I remember one of my art lecturers telling me that starting a family would mean the last of my art career. I love a challenge! It has been a challenge to run an art career with a family, especially on a financial level. But I’m coming up to 11 years of parenting three children, and it has been incredibly rewarding. I would be hard pressed to say that my family hasn’t inspired or been part of my work. The process and responsibility of raising a family has ignited and tapped into many underlying issues of my own childhood.
The time limitations create a kind of spontaneous practice, with creative time being jammed into hours, not days. You tend to cut to the chase and ditch any loose baggage. I also realize how lucky I am to have what I have. Maybe my arts practice is a bit like a fourth child.
Do you think your work attracts a certain type of person or market?
This is hard to define with my work. I do feel uneasy at times, when some pieces are isolated within the arts industry. I’m doing what I do, and it just so happens that it fits into the arts industry. It’s not a case of changing my work to fit these dimensions, but allowing it to expand its parameters to a broader audience. I really enjoy creating work on the peripheral and respect the conversation of the public, who may not necessarily go to the main galleries.
I pushed for an online existence quite early on as a way to fight off the disengagement for the physical art scene. It kept me motivated and excited about wanting to create new work to feature. In hindsight, it was great preparation for the greater access I now have to an incredible international following, built through the many blog and webzine sites.
Last year, you gave a series of lectures at the College of Creative Studies in Detroit. What kind of things did you talk about?
The Detroit trip was incredibly full on and inspiring. I was kind of struck silent with the landscape—due to the depopulation, it was very silent and had an incredible beauty about it. But I am kind of attracted to ruins, so I suppose I’m a little biased. Really, I could have based myself there a whole year, especially since you can buy a house for $200.

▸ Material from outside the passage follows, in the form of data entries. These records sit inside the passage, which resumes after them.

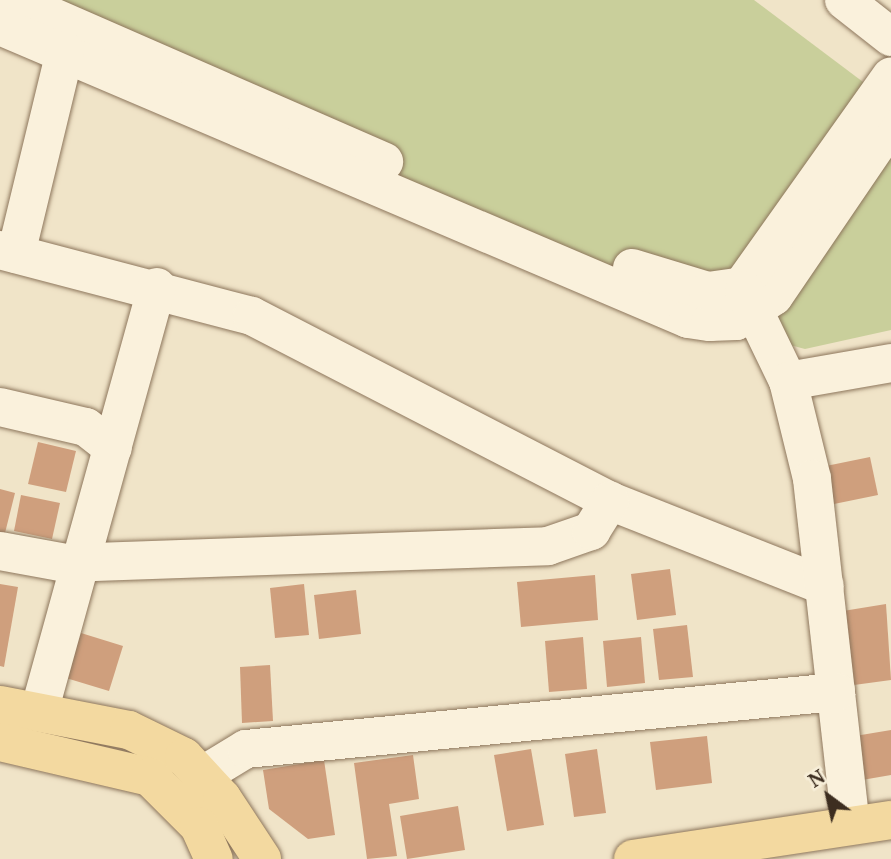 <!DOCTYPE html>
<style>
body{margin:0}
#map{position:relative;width:891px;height:859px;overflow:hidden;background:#f0e4c8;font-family:"Noto Serif",serif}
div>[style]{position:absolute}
.green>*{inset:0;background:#c9cf9b}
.building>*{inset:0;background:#cf9f7d}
.roads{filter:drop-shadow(0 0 2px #8d765c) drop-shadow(0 0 2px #8d765c)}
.minor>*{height:38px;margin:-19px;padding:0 19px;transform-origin:19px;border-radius:19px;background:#faf1dc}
.major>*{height:38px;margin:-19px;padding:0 19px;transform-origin:19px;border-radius:19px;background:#f3d9a0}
span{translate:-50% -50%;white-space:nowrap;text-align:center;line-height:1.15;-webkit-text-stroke:7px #f7eed8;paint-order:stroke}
.north{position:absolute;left:793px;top:761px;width:70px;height:70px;-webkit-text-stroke:5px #f7eed8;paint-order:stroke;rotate:327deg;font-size:19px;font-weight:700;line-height:28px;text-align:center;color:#3d2e20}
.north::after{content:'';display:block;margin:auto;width:24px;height:32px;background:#3d2e20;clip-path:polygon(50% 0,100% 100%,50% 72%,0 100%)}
</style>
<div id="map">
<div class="green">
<div style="clip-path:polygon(4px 0,754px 0,891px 103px,891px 330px,805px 349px,742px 332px)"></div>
</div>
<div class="building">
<div style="clip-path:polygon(38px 442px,76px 451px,66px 492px,28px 484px)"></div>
<div style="clip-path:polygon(870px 457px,878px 495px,834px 504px,826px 466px)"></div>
<div style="clip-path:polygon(0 489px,15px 493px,4px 537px,0 535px)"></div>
<div style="clip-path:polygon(21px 495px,60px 503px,52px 539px,14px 531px)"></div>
<div style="clip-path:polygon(670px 569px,676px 615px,637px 620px,631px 574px)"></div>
<div style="clip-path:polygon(595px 575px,598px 620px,521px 627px,517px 582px)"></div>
<div style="clip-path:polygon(0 584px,18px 587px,4px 667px,0 666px)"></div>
<div style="clip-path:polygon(304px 584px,309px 635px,275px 638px,270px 588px)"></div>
<div style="clip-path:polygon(356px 590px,361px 634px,319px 639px,314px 595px)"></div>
<div style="clip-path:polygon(886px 604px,891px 680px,854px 685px,843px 611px)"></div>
<div style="clip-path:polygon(687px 625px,693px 677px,659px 680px,653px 629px)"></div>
<div style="clip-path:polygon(81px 633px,123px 646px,109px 691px,66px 678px)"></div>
<div style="clip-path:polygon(583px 637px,587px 689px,549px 692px,545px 641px)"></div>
<div style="clip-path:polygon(641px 637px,645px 683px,607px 687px,603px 641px)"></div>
<div style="clip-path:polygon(270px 665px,273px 721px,242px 723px,240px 667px)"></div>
<div style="clip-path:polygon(891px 730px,891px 775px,862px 780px,855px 736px)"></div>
<div style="clip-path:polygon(707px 736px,712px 783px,656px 790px,650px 742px)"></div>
<div style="clip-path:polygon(531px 749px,544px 825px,507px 831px,494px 755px)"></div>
<div style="clip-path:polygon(597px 749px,606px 813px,574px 817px,565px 754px)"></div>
<div style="clip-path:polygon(413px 755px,419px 799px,389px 804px,397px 856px,367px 859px,354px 763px)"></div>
<div style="clip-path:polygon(324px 760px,335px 835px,308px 839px,269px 809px,263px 770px)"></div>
<div style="clip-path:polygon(458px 806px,465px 850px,407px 859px,400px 816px)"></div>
</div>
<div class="roads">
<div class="minor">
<div style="left:14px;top:0;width:404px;rotate:23.6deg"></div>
<div style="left:844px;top:0;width:60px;rotate:38.2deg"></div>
<div style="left:0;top:26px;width:748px;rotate:23.07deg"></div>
<div style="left:688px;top:319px;width:22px;rotate:8deg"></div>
<div style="left:710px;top:322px;width:26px;rotate:-2deg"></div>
<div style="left:736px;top:321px;width:45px;rotate:-33.3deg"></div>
<div style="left:774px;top:296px;width:208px;rotate:-55.8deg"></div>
<div style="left:0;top:250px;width:260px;rotate:14.7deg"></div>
<div style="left:252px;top:316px;width:403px;rotate:27.3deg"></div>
<div style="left:610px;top:501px;width:231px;rotate:21.6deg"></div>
<div style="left:16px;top:254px;width:209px;rotate:-76.4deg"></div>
<div style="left:632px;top:268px;width:79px;rotate:16.8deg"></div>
<div style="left:708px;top:291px;width:34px;rotate:-8deg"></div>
<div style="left:742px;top:286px;width:257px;rotate:-54.6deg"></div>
<div style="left:744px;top:290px;width:101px;rotate:64.2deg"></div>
<div style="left:788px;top:381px;width:101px;rotate:76.2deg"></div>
<div style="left:812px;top:479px;width:348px;rotate:83.6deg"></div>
<div style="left:788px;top:381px;width:105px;rotate:-9.9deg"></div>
<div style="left:0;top:407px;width:88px;rotate:13.1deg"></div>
<div style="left:86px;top:427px;width:34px;rotate:38deg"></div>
<div style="left:0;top:551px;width:67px;rotate:10.3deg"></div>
<div style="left:66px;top:563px;width:482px;rotate:-2deg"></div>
<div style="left:548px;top:546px;width:46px;rotate:-19.2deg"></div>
<div style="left:591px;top:531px;width:36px;rotate:-58deg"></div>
<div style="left:39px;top:712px;width:441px;rotate:-74.5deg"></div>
<div style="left:203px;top:775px;width:50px;rotate:-31.2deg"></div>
<div style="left:246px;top:749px;width:593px;rotate:-5.52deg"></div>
</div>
<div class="major">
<div style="left:0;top:705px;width:131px;rotate:11deg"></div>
<div style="left:129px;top:730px;width:61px;rotate:26.1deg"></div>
<div style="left:184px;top:757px;width:56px;rotate:47.2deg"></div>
<div style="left:222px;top:798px;width:73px;rotate:56.7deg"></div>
<div style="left:0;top:742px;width:154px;rotate:13.1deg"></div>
<div style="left:150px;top:777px;width:69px;rotate:45deg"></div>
<div style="left:199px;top:826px;width:36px;rotate:66deg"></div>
<div style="left:633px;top:859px;width:261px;rotate:-8.6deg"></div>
</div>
</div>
<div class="north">N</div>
</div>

When I’m home, the work is kind of a hint at the possibility of losing the structures that support us. But in Detroit, you are faced with it every day. I was able to create one work there with a fallen light pole, titled Fallen—Only 30 Detroit, as a kind of memorial for the loss of the city. A place that seemed so strong and vibrant and young.
You sort of have to accept that work is going to be around you 24/7. Art is something that you are kind of infected by. You have to tend to it, yet not let it overtake you. I tend to spend a lot of time with ideas floating around in my head, waiting for a time when I can get back into the studio or onto a site and create.
I don’t really pick up every thing I see on the street. I’m quite discerning. It’s often materials that have had a relationship with humans, which of course covers anything humanity has constructed. A lot of people actually offer up this and that; and at times, I think the objects find me.